The roasted nibs are transferred to the kills1 to be converted to chocolate liquor2. The grinding, in this case, is very thorough.

Modern practice in the grinding of nibs includes the use of disk mills. These mills, being water-cooled, prevent over-heating and have a much larger output than the regular grinding stones3. The chocolate liquor is then pumped to hydraulic presses where most of the cacao-butter is removed.

The hydraulic press consists of 5 metal pots4 with perforated beds. By means of control valves the pots are automatically filled. The closing of the pots is also automatic and is accomplished by the use of strong springs. The press cakes5 are automatically ejected from the pots and are ready to be converted into cocoa.

To be converted into cocoa powder, the cakes must be cooled and then broken into small pieces. The broken cakes are passed over a magnetic separator to remove any metallic particles that may be present, and are then ground to a fine powder.

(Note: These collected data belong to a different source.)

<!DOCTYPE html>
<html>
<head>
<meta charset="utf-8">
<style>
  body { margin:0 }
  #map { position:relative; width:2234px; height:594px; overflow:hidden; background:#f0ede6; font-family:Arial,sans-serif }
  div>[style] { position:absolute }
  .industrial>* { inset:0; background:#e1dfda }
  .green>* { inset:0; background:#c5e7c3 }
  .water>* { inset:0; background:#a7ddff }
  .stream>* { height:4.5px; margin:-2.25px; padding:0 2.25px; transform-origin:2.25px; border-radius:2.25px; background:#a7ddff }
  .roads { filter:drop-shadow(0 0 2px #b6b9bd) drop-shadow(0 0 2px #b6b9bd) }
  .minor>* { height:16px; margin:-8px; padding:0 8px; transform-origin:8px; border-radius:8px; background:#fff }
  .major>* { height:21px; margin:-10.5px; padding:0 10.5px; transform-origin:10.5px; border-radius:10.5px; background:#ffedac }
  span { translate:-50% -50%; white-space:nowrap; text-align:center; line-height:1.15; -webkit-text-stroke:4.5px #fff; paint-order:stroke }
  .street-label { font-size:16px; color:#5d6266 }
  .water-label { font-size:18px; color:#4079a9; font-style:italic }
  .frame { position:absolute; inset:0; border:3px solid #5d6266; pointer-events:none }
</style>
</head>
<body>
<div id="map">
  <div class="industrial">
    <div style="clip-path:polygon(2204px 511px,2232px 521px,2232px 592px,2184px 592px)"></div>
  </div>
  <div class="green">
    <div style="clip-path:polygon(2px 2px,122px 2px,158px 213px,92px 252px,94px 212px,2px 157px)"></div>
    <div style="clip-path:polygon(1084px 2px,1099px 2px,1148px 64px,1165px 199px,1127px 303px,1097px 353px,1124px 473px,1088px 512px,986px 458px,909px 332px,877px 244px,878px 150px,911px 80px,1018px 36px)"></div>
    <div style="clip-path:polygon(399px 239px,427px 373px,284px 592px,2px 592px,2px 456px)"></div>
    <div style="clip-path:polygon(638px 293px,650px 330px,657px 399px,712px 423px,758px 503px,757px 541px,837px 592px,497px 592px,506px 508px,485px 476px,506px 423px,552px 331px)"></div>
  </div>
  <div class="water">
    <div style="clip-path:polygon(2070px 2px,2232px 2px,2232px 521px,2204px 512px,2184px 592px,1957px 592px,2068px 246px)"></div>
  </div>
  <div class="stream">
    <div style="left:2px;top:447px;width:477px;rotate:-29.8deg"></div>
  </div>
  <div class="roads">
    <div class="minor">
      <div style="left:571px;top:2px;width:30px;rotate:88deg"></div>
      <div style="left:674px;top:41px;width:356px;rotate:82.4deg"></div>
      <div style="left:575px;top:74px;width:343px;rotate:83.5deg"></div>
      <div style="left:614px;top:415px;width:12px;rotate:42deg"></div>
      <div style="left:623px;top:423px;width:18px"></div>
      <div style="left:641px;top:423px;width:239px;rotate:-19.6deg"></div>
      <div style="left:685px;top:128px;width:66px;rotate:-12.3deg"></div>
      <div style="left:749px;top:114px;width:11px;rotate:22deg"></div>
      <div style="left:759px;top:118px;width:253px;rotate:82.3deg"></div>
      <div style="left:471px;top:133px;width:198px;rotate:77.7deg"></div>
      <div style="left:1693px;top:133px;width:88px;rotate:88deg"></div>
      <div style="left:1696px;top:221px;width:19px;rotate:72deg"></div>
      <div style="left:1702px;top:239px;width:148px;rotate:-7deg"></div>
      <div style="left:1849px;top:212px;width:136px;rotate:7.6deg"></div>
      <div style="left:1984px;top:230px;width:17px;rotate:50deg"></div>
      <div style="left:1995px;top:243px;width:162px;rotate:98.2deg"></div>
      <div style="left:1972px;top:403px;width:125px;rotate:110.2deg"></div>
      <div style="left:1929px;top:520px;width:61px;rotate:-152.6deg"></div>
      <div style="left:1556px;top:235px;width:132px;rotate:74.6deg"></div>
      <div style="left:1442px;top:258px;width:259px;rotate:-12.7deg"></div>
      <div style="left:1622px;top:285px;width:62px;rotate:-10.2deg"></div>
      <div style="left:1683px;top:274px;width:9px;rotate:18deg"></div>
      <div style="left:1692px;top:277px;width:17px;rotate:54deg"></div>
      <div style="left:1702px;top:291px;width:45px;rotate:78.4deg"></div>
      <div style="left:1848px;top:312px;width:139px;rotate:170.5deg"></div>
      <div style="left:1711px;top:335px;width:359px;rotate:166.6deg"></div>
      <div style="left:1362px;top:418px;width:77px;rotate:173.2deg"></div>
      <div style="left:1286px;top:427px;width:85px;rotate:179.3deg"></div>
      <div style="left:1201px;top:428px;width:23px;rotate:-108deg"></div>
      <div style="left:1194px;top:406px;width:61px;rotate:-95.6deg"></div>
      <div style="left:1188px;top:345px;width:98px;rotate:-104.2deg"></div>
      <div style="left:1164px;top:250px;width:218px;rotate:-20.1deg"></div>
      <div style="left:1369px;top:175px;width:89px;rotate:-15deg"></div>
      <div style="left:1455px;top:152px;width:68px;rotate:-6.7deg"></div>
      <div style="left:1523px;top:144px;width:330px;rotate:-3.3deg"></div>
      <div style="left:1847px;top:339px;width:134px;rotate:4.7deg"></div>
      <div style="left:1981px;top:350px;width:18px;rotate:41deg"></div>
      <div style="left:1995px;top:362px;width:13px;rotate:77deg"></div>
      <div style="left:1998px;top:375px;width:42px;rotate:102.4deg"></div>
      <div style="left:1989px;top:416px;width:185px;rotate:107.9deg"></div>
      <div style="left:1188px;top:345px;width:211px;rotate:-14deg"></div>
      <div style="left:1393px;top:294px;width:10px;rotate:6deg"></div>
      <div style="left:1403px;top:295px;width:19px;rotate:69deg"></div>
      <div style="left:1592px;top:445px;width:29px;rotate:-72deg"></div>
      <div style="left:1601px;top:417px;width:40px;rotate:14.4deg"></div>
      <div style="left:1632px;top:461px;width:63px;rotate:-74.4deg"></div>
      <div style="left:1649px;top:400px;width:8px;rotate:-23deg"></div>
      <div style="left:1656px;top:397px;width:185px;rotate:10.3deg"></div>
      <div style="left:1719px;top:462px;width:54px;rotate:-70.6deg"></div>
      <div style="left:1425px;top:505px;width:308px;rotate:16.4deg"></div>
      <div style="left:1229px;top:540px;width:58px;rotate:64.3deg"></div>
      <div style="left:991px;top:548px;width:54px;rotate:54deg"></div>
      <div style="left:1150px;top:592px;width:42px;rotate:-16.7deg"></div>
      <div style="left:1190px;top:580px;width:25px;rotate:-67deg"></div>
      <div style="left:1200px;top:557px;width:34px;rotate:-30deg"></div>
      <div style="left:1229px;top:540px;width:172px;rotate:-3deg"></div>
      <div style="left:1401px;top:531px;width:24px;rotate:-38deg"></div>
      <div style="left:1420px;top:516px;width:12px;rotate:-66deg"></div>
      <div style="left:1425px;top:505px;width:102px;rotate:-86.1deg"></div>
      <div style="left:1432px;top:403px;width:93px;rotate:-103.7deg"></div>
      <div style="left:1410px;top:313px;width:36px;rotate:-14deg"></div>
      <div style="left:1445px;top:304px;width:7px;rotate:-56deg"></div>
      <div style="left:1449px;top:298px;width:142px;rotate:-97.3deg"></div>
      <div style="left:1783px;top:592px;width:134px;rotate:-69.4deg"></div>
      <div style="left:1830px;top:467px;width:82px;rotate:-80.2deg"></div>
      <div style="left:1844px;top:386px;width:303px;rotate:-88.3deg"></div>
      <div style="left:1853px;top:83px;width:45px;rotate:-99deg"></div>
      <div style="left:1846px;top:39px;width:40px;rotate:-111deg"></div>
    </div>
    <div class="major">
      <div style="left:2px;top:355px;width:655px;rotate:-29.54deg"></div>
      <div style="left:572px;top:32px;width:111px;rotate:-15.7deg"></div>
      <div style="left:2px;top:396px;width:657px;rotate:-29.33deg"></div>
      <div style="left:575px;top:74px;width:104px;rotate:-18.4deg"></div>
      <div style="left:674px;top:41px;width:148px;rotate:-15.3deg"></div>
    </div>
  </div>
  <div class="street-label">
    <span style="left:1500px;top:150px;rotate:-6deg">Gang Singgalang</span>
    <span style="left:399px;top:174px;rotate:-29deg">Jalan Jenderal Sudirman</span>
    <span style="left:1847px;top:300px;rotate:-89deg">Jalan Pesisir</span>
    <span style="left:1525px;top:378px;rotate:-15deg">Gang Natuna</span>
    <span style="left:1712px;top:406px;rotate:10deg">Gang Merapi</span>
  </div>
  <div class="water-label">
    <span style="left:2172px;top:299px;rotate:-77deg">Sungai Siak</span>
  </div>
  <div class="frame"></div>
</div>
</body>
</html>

The powdered cocoa is sifted and ready to be packed.

TEXT C3bFROM THE HISTORY OF THE CONFECTIONERY

Notes

  1. spread – паста; намазывать

  2. grape – виноград

  3. quince – айва

  4. duty - пошлина

The first sweet spread1 used was almost certainly honey, but a fruity spread is reported by Pliny to have been used by both the Greeks and the Romans, called by the latter “de fructum”. It was obtained by boiling down grapes2, but was commonly mixed with wine or milk to produce a sweet dish. The word “marmalade” is said to be derived from the Potruguese word Marmelo – a quince3, and there are accounts of its use in the sixteenth century.

Fruits other than quinces and oranges were used for making marmalade, but when other fruits were used, the product became known as “Jam”, a word which is alleged to be derived from the French “J’aime” and was first referred to in 1730. Others say it comes from the Arabian word Jamad for preserved fruit.

Home-made jam or marmalade steadily gained in popularity, but it was not until the early part of the nineteenth century that it was made commercially. The cheapening of sugar by reduction of the heavy duty4 in 1874 led to a rapid increase in manufacture, and Britain became a jam-maker on a world-wide scale.

Jam can be described as a preparation made by boiling fruit with sugar to produce a consistency firm enough to spread on bread and capable of being transported without flow talking place. Jams are eaten primarily for their pleasant flavour, hence the type of fruit is important. So are also the colour and freshness of the fruit.